Living in a Western society, I find it weird that people are so uncomfortable talking about this subject. They don't believe in teaching it to their children. When pets die, kids are told that they've gone to some farm somewhere. When our pets died, we sent out handmade funeral invitations to our neighbourhood friends. We'd all have a chance to say goodbye. I am glad that my parents never hid the truth from me. We talk about loved ones that passed frequently.
When one of my good high school friends died, there was no more talk of her after the memorial services. It was as if everyone wanted to forget something tragic had happened. It was hard for me not to talk about her. I missed her so much and I would think of her in classes and hallways I had seen her last. At the end of the year when I was organizing a memorial for her for our yearbook and had to get a letter from her parents, I found a kindred spirit in her father.
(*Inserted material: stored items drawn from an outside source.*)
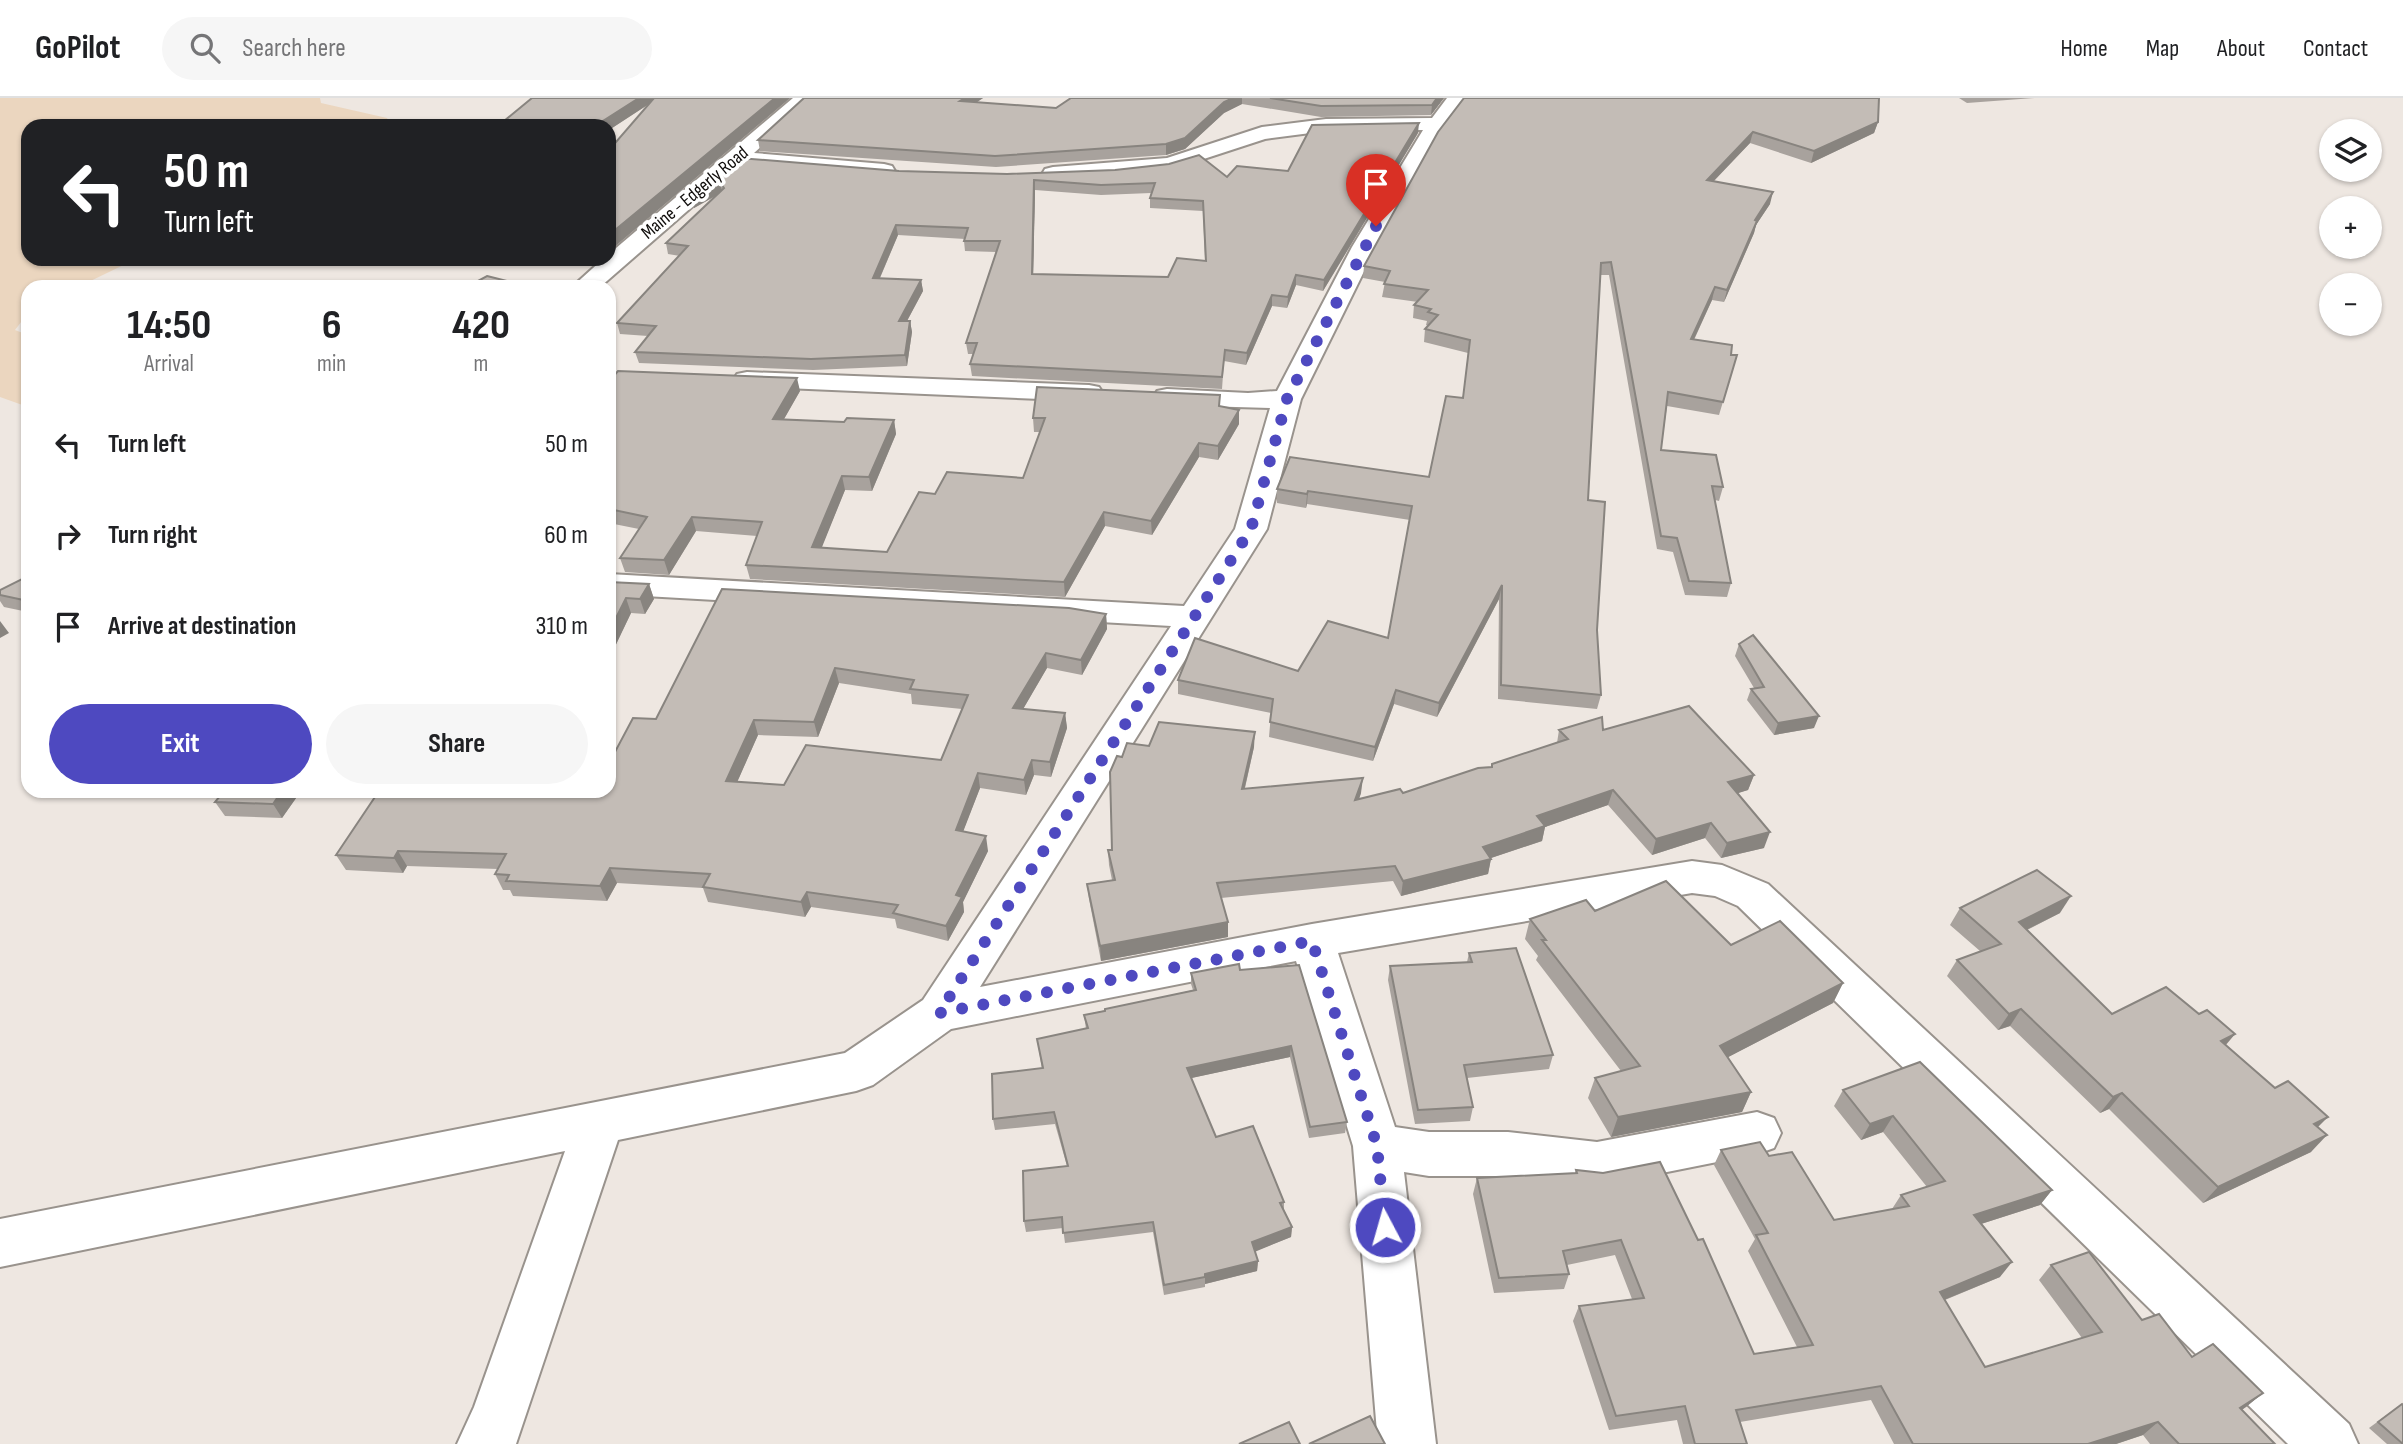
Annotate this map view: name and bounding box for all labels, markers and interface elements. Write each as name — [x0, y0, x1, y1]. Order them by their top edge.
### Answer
search box — [162, 17, 652, 80]
text: GoPilot — [35, 28, 120, 68]
icon: search — [186, 29, 224, 67]
text: Search here — [242, 33, 346, 64]
text: Home — [2060, 34, 2108, 63]
text: Map — [2146, 34, 2179, 63]
text: About — [2217, 34, 2265, 63]
text: Contact — [2303, 34, 2368, 63]
map controls — [2319, 119, 2382, 336]
button: layers — [2319, 119, 2382, 182]
street label: Maine - Edgerly Road — [637, 142, 753, 244]
text: 50 m — [164, 143, 249, 202]
icon: left — [49, 147, 140, 238]
pin — [1346, 154, 1406, 226]
icon: arrive — [1357, 165, 1395, 203]
button: + — [2319, 196, 2382, 259]
text: Turn left — [164, 203, 254, 242]
button: − — [2319, 273, 2382, 336]
text: 14:50 — [127, 300, 211, 351]
text: 6 — [322, 300, 341, 351]
text: 420 — [452, 300, 510, 351]
text: Arrival — [144, 350, 194, 378]
text: min — [317, 350, 346, 378]
text: m — [474, 350, 488, 378]
icon: left — [49, 426, 87, 464]
text: Turn left — [108, 429, 186, 460]
text: 50 m — [545, 429, 588, 460]
icon: right — [49, 517, 87, 555]
text: Turn right — [108, 520, 197, 551]
text: 60 m — [544, 520, 588, 551]
icon: arrive — [49, 608, 87, 646]
text: Arrive at destination — [108, 611, 296, 642]
text: 310 m — [536, 611, 588, 642]
button: Exit — [49, 704, 312, 784]
button: Share — [326, 704, 588, 784]
position arrow — [1348, 1190, 1422, 1264]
It was awkward at first, he was hesitant and finally I guessed that he really wanted to talk about her. So I talked about things we used to do in school, the funny things she would say, her dreams for her future. I stayed for over an hour. As I left after a very teary afternoon, he whispered, "Thank you. Everyone refuses to talk about her. It's like she never existed." You know the cheesy saying - No one ever truly dies, as long as we have them in our hearts, they are still with us? I really believe it and silence about death is the true death.
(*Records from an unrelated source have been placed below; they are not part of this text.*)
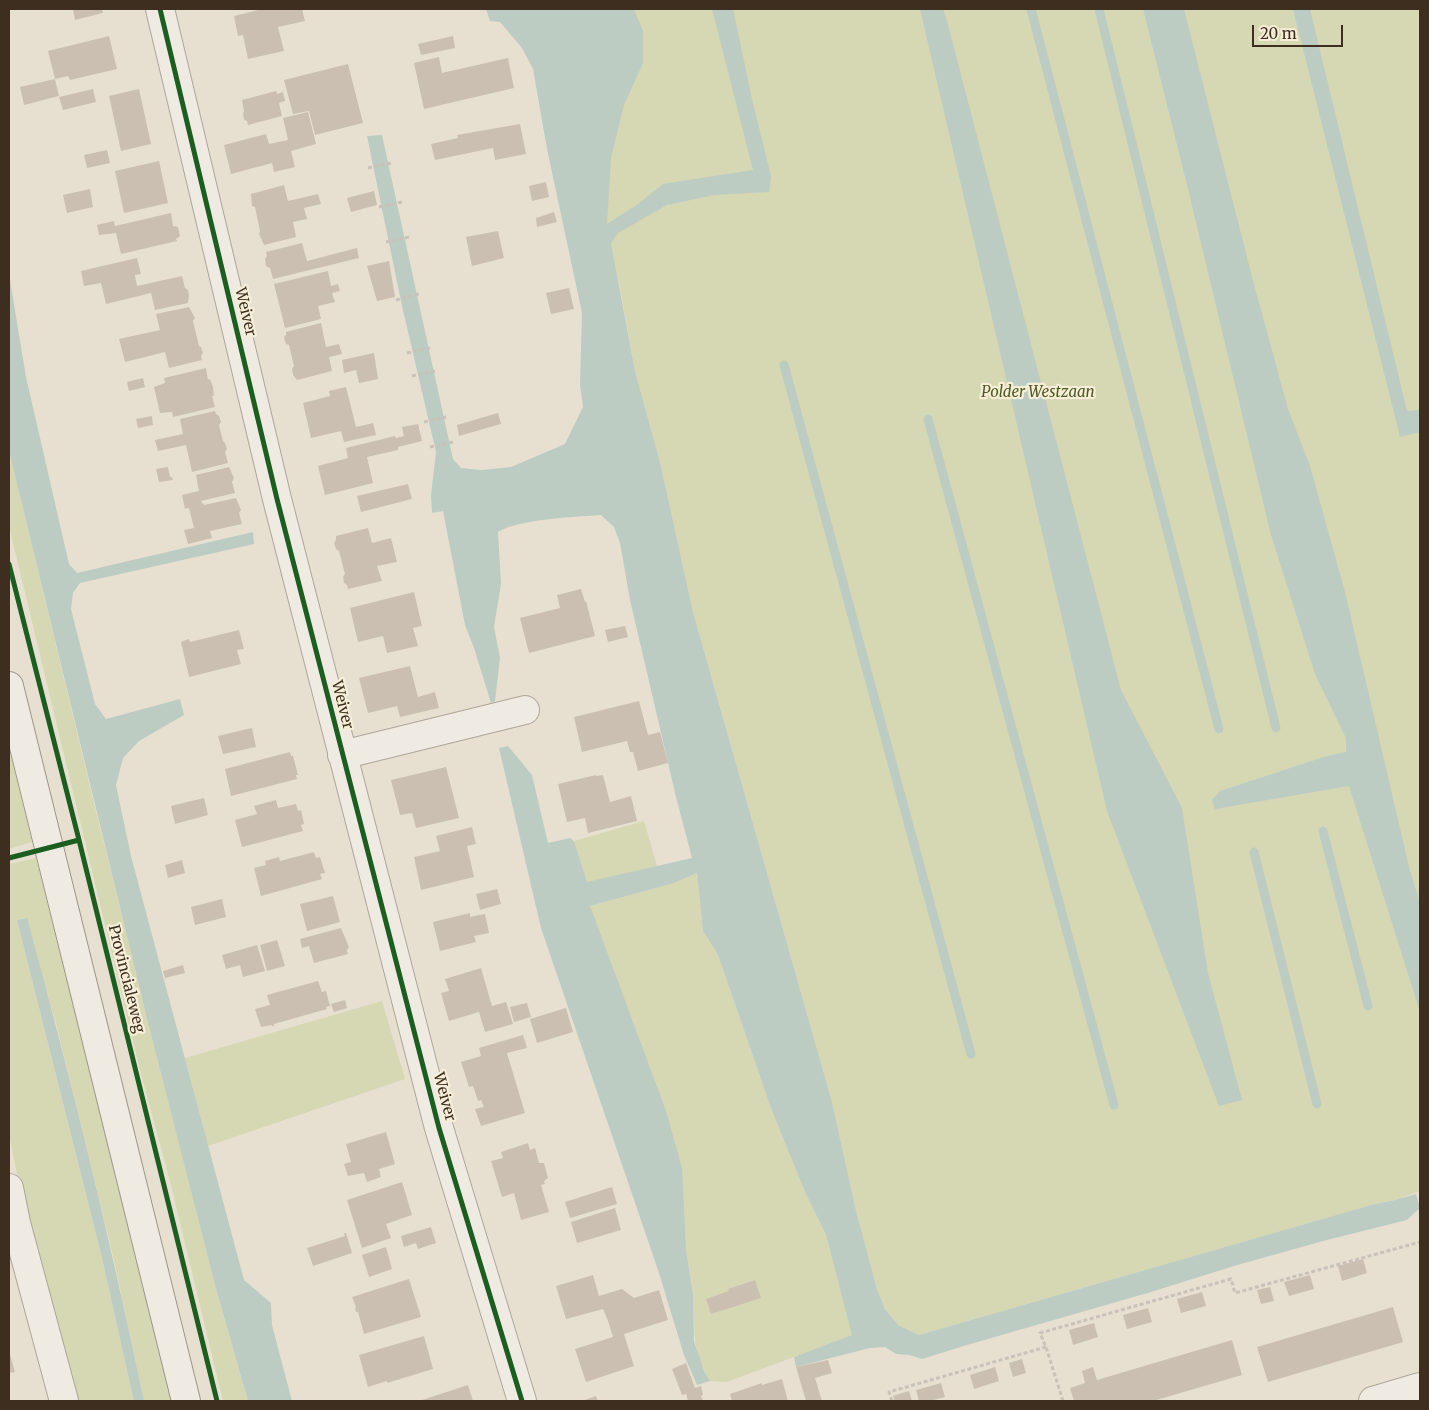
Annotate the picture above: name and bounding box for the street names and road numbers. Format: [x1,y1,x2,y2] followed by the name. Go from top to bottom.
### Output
[231,286,259,338] street label: Weiver
[327,679,357,731] street label: Weiver
[104,923,148,1035] street label: Provincialeweg
[429,1071,459,1123] street label: Weiver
I have a confession. I am terrified of death.
I am always trying to figure out where this fear comes from. I think mostly from my strict Christian upbringing and then consequent entry into Catholic school. In Asia (back when I was still living there, things might be different now), all your transcripts
contained your race and religion. My parents transfered me to this particular Catholic school because of its academic achievements. For some reason, my transcripts got mixed up and they thought I was Catholic and would be made to go to cathechism. Wham! I was infused with double Christian/Catholic guilt and all the beliefs that come with those two religions.
Despite the fact that I am now a lapsed Christian (I abhor all organized religion now, fanaticism makes me insanely angry), I like to believe there is an afterlife. I want to think that at the end, I will see all my loved ones again.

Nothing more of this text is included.